-- What needs to be done --
Each record below should be given again exactly as it reads.

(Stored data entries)

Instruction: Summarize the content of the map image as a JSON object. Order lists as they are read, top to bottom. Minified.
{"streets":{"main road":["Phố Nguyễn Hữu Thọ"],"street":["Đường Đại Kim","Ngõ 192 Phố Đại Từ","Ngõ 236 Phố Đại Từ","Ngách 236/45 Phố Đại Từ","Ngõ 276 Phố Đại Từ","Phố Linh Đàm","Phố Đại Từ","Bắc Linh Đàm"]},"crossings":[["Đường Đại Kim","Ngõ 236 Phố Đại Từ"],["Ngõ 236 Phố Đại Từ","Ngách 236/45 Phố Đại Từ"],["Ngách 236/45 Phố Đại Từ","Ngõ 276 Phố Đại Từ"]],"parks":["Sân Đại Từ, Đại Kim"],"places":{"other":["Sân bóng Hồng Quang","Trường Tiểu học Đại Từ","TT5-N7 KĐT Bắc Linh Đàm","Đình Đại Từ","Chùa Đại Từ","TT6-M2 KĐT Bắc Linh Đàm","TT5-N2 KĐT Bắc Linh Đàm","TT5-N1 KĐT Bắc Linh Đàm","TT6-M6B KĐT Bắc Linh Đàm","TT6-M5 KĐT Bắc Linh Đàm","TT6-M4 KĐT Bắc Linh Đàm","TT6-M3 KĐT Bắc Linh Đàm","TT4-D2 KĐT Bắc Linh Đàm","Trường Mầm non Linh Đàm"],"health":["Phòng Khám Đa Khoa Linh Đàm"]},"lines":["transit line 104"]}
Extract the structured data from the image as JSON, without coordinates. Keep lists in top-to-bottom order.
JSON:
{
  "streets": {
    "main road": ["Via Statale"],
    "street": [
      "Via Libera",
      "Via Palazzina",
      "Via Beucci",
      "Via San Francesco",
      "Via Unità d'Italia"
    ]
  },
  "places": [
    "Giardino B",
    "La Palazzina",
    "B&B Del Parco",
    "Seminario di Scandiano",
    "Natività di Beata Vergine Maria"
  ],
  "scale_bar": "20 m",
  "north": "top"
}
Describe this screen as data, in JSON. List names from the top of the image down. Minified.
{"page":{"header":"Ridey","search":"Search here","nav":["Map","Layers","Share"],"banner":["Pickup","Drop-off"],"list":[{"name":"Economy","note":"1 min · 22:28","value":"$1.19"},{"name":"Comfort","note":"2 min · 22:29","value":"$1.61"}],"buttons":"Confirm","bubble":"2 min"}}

-- Completed exercise --
Instruction: Summarize the content of the map image as a JSON object. Order lists as they are read, top to bottom. Minified.
{"streets":{"main road":["Phố Nguyễn Hữu Thọ"],"street":["Đường Đại Kim","Ngõ 192 Phố Đại Từ","Ngõ 236 Phố Đại Từ","Ngách 236/45 Phố Đại Từ","Ngõ 276 Phố Đại Từ","Phố Linh Đàm","Phố Đại Từ","Bắc Linh Đàm"]},"crossings":[["Đường Đại Kim","Ngõ 236 Phố Đại Từ"],["Ngõ 236 Phố Đại Từ","Ngách 236/45 Phố Đại Từ"],["Ngách 236/45 Phố Đại Từ","Ngõ 276 Phố Đại Từ"]],"parks":["Sân Đại Từ, Đại Kim"],"places":{"other":["Sân bóng Hồng Quang","Trường Tiểu học Đại Từ","TT5-N7 KĐT Bắc Linh Đàm","Đình Đại Từ","Chùa Đại Từ","TT6-M2 KĐT Bắc Linh Đàm","TT5-N2 KĐT Bắc Linh Đàm","TT5-N1 KĐT Bắc Linh Đàm","TT6-M6B KĐT Bắc Linh Đàm","TT6-M5 KĐT Bắc Linh Đàm","TT6-M4 KĐT Bắc Linh Đàm","TT6-M3 KĐT Bắc Linh Đàm","TT4-D2 KĐT Bắc Linh Đàm","Trường Mầm non Linh Đàm"],"health":["Phòng Khám Đa Khoa Linh Đàm"]},"lines":["transit line 104"]}
Extract the structured data from the image as JSON, without coordinates. Keep lists in top-to-bottom order.
JSON:
{
  "streets": {
    "main road": ["Via Statale"],
    "street": [
      "Via Libera",
      "Via Palazzina",
      "Via Beucci",
      "Via San Francesco",
      "Via Unità d'Italia"
    ]
  },
  "places": [
    "Giardino B",
    "La Palazzina",
    "B&B Del Parco",
    "Seminario di Scandiano",
    "Natività di Beata Vergine Maria"
  ],
  "scale_bar": "20 m",
  "north": "top"
}
Describe this screen as data, in JSON. List names from the top of the image down. Minified.
{"page":{"header":"Ridey","search":"Search here","nav":["Map","Layers","Share"],"banner":["Pickup","Drop-off"],"list":[{"name":"Economy","note":"1 min · 22:28","value":"$1.19"},{"name":"Comfort","note":"2 min · 22:29","value":"$1.61"}],"buttons":"Confirm","bubble":"2 min"}}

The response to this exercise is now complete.